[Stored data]
━━━━━━━━━━━━━━━━━━━━━━━━━━━━━━
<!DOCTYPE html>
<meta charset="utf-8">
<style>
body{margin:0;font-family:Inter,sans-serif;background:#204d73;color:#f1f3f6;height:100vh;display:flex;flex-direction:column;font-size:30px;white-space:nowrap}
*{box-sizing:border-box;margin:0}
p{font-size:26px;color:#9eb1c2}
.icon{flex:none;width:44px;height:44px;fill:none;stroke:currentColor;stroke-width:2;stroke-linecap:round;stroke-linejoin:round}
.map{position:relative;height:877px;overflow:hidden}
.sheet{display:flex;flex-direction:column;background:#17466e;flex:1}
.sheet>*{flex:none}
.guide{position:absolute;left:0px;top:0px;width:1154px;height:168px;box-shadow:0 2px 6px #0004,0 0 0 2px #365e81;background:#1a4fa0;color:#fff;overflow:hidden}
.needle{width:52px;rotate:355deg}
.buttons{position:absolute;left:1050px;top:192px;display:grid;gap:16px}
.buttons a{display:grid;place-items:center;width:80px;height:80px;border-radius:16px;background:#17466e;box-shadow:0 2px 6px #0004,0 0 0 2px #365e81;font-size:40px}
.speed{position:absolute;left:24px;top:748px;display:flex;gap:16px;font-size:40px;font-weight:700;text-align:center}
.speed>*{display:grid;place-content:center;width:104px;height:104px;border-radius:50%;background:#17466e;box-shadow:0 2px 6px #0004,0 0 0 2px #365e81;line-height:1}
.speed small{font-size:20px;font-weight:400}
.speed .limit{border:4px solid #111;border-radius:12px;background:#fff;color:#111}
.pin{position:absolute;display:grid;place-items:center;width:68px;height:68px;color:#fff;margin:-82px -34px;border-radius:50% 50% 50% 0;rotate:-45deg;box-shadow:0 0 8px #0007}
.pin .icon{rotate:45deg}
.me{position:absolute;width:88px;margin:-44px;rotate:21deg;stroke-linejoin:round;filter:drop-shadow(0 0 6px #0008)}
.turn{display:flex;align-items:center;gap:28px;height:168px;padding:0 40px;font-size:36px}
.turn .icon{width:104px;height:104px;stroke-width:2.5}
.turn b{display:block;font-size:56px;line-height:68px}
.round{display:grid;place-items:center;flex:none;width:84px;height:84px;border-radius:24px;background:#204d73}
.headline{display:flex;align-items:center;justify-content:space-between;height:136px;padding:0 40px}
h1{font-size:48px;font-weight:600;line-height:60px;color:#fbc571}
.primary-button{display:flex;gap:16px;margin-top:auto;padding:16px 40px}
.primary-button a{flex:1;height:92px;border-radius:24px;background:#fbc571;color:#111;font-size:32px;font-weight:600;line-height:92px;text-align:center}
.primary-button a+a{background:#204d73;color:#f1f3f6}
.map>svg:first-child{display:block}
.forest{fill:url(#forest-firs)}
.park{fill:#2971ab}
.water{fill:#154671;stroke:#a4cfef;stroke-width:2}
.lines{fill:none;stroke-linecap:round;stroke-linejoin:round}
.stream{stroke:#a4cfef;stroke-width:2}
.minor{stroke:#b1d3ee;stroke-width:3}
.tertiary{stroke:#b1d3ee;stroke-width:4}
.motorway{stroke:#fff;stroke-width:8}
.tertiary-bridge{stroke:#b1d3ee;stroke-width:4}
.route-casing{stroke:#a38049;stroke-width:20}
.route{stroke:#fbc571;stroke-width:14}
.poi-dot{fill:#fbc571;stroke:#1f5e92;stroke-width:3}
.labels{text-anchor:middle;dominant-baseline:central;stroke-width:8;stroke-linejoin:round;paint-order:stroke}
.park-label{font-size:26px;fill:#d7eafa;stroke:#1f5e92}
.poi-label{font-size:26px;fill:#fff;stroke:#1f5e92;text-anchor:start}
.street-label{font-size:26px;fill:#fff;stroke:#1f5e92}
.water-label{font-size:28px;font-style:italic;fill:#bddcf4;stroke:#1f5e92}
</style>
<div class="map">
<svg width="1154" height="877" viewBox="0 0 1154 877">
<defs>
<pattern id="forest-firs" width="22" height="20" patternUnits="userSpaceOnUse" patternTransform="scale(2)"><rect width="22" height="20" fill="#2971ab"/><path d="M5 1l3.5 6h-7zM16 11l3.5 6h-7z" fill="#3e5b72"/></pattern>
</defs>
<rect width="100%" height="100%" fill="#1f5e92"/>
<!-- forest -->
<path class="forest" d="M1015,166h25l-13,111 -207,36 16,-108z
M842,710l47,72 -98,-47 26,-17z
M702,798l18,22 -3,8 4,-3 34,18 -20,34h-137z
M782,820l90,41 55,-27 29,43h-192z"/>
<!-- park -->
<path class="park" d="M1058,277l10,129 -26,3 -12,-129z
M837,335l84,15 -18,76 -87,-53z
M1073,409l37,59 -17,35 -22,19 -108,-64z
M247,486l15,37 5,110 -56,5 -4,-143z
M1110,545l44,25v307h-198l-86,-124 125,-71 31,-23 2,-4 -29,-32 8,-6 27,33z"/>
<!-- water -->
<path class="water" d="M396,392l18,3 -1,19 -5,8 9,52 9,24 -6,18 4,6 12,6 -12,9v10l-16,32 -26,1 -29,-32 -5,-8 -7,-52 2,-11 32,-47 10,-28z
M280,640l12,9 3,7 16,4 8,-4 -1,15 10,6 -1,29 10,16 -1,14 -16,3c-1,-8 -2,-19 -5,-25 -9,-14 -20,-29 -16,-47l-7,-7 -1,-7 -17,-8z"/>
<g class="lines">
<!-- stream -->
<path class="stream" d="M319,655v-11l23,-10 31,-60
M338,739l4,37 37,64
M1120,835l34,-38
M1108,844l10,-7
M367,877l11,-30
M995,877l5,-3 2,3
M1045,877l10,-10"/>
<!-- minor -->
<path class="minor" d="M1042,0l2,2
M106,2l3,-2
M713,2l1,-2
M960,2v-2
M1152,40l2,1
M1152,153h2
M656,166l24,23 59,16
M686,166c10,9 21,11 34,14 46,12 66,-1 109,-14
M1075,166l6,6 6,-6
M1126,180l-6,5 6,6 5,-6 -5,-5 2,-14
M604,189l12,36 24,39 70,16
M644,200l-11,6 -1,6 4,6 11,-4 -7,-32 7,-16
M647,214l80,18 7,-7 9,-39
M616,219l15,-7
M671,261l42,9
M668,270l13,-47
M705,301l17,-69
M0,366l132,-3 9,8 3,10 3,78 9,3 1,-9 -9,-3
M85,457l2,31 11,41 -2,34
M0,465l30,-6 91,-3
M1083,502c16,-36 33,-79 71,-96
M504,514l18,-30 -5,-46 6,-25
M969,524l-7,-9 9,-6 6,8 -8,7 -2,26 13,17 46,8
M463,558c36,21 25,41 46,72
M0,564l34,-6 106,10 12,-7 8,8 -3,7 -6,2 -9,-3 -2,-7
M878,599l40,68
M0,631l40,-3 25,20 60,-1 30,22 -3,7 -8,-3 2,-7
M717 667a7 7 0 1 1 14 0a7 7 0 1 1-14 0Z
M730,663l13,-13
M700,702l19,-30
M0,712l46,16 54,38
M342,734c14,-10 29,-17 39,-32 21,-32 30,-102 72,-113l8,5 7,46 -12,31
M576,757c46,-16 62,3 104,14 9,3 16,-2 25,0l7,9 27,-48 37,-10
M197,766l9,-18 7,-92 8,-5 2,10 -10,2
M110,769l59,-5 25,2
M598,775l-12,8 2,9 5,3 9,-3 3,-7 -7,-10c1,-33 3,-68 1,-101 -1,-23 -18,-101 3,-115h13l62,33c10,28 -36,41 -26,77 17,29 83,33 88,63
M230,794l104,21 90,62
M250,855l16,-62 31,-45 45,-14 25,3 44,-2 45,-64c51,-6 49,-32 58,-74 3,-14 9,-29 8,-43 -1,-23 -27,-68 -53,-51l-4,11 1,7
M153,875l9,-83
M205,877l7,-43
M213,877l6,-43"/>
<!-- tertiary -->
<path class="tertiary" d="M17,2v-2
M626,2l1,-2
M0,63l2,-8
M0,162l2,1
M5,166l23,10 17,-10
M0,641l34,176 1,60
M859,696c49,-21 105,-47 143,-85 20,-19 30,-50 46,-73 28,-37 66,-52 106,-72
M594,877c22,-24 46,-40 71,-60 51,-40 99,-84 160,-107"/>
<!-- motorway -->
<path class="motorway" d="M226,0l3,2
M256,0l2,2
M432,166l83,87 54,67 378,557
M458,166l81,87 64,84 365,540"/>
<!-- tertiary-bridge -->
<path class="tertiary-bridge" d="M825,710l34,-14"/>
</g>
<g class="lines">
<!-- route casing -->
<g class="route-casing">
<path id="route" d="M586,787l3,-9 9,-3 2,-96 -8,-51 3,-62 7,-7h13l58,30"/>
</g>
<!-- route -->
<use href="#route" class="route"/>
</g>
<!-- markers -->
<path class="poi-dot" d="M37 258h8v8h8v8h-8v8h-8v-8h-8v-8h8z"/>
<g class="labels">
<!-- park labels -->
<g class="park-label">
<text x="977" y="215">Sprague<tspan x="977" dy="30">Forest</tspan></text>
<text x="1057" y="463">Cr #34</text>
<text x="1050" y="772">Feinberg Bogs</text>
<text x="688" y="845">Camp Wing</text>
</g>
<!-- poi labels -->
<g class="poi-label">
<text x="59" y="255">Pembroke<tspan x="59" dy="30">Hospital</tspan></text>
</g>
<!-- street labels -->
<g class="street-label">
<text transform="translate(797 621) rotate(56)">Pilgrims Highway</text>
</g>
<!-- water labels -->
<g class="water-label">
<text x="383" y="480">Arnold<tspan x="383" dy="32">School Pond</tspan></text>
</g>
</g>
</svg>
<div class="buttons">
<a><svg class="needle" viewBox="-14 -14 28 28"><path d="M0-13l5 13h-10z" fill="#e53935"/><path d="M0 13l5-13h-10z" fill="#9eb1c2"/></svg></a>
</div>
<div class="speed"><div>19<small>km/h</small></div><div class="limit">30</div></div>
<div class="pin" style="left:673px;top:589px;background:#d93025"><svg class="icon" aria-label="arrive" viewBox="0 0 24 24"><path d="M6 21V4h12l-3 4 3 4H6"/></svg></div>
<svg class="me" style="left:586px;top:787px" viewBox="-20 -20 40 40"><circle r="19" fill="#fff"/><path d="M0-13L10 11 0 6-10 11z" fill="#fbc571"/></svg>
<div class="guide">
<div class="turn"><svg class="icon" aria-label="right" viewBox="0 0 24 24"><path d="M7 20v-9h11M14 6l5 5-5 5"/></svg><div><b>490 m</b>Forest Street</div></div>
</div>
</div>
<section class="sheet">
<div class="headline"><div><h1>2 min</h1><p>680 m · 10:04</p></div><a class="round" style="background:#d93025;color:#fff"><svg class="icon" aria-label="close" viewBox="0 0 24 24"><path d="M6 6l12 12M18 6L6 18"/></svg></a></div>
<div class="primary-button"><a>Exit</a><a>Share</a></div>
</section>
━━━━━━━━━━━━━━━━━━━━━━━━━━━━━━
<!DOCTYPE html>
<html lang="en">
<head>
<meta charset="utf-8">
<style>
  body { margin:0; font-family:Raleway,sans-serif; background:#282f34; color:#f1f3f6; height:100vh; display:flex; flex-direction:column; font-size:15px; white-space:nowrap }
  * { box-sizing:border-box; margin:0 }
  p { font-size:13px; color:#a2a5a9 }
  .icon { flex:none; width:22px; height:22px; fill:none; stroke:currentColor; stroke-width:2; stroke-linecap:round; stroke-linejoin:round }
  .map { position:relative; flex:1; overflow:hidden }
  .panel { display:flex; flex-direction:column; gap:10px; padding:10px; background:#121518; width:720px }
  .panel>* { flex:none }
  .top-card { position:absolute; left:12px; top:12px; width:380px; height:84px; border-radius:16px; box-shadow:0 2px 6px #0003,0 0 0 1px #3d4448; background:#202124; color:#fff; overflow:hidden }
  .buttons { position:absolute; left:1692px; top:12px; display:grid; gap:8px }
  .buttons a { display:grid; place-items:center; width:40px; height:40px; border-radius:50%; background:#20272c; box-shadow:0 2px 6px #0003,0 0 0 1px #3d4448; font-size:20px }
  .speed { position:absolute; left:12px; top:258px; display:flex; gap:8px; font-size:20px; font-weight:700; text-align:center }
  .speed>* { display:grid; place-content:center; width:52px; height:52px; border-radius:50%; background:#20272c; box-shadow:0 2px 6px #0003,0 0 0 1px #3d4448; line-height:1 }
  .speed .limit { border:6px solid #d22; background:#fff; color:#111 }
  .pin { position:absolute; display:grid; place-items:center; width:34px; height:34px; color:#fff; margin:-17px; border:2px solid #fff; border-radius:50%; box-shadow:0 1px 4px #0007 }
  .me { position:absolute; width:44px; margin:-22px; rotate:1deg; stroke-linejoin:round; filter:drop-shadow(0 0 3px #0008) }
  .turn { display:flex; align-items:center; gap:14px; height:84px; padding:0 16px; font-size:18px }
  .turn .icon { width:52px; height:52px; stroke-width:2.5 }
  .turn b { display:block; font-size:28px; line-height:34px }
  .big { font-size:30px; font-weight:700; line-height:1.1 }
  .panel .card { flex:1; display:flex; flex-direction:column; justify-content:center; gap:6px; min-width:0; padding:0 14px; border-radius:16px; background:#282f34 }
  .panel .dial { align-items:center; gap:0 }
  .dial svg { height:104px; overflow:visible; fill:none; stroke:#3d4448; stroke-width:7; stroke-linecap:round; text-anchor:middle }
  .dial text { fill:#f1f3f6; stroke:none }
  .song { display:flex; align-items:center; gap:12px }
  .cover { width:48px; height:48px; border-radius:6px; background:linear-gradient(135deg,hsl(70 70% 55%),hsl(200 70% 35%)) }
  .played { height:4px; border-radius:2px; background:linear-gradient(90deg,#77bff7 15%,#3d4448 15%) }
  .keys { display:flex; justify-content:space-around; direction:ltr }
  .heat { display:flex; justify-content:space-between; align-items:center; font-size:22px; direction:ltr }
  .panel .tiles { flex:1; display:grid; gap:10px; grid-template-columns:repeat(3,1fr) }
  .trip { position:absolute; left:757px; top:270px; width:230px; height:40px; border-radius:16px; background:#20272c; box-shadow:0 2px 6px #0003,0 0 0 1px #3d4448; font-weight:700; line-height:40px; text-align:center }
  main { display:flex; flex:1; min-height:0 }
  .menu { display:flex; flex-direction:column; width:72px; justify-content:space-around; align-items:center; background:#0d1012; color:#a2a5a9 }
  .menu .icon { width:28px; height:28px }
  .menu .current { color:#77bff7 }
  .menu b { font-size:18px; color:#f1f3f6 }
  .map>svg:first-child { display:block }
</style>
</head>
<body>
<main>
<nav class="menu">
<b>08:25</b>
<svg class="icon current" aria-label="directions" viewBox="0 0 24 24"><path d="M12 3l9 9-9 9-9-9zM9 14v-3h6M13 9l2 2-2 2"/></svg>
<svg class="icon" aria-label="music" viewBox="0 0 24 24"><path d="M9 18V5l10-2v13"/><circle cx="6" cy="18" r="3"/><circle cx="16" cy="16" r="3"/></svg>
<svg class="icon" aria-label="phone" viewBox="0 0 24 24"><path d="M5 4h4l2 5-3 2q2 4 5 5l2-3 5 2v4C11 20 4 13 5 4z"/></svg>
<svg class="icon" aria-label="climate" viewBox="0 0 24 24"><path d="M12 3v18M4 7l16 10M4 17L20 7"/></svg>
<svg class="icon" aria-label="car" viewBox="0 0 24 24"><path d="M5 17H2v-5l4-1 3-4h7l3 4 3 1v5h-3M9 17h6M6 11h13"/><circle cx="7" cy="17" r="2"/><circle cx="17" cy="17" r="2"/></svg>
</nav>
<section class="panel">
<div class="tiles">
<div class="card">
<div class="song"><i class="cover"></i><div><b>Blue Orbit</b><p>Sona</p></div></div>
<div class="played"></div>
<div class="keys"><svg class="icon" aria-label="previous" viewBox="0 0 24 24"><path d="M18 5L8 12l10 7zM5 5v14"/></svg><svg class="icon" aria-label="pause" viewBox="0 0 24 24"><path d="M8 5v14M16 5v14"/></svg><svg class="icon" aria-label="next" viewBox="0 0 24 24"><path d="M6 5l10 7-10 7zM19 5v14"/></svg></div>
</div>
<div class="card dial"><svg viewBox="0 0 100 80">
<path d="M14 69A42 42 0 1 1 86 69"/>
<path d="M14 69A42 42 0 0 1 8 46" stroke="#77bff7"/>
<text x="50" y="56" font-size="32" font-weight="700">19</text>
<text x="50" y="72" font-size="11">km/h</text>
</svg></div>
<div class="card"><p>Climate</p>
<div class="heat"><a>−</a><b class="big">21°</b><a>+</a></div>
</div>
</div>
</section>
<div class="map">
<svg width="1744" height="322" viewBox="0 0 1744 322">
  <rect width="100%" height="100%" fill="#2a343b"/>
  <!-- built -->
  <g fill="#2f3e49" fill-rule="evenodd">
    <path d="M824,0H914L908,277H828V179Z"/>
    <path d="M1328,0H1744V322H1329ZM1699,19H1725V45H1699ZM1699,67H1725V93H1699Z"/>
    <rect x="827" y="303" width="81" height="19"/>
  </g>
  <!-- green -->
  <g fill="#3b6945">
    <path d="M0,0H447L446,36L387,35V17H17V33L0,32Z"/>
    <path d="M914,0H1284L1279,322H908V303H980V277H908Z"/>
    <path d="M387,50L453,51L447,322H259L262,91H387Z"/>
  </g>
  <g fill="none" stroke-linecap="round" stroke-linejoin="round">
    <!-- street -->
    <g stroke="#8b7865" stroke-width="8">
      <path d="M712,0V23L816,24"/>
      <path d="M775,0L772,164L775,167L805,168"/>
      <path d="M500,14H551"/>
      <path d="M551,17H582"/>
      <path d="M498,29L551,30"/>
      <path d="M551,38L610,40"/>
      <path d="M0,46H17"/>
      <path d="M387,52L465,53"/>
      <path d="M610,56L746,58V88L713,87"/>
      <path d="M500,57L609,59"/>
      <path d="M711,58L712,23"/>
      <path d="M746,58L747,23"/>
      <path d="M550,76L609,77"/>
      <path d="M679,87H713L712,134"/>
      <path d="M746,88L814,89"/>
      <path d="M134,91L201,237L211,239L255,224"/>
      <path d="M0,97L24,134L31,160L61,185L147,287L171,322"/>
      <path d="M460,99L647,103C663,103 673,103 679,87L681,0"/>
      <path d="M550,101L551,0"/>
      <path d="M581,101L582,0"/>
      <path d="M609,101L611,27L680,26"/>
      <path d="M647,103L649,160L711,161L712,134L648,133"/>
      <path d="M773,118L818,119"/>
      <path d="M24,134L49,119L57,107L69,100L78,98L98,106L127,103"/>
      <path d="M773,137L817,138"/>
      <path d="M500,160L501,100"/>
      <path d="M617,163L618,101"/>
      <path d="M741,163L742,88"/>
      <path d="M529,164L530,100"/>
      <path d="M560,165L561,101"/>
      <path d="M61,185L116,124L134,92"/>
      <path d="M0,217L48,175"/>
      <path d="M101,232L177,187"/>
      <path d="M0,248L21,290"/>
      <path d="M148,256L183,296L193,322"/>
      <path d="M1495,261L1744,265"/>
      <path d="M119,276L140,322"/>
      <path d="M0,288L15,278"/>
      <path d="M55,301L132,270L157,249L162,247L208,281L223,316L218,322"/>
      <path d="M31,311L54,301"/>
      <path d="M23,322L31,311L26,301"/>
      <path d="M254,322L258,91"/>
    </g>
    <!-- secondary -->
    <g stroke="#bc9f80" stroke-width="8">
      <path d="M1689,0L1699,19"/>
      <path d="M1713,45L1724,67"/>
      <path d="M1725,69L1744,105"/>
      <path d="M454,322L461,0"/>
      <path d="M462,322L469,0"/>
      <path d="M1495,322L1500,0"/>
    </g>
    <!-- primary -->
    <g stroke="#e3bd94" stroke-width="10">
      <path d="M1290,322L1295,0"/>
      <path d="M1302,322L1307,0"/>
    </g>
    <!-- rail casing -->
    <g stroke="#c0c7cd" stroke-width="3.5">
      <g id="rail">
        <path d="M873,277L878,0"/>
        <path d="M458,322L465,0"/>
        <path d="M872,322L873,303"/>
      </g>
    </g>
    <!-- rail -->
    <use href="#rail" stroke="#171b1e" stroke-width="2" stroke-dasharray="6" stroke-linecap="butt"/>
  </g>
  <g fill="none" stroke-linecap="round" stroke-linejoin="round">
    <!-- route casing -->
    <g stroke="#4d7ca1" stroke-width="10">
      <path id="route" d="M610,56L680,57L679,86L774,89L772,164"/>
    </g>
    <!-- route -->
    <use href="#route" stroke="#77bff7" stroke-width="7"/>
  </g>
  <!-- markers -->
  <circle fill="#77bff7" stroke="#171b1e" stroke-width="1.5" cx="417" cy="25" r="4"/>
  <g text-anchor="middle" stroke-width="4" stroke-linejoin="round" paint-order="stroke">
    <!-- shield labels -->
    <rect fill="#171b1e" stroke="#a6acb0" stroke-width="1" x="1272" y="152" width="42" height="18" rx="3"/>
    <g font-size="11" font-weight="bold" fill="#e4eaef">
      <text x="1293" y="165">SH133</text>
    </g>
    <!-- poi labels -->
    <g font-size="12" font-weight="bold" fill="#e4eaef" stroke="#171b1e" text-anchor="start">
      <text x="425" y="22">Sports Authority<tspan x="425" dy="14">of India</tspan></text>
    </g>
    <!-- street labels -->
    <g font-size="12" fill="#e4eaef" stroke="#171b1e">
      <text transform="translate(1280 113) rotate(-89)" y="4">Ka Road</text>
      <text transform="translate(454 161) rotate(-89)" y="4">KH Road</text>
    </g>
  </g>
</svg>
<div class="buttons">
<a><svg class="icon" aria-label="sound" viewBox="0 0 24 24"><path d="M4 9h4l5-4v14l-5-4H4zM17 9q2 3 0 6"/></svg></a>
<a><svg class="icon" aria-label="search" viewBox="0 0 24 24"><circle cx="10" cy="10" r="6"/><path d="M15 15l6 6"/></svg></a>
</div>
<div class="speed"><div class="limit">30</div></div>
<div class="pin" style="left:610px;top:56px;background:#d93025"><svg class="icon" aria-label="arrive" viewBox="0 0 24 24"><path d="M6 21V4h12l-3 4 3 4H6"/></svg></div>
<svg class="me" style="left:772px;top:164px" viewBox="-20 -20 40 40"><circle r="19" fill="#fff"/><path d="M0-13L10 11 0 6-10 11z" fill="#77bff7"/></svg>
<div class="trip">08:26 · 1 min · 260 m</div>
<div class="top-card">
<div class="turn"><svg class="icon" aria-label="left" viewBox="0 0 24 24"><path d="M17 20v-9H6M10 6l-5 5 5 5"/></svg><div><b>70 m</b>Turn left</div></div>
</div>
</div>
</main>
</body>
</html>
━━━━━━━━━━━━━━━━━━━━━━━━━━━━━━
» Instructions to follow
Give the number of lines in the records above that contain "limit", with no other words.

» Response to the exercise
4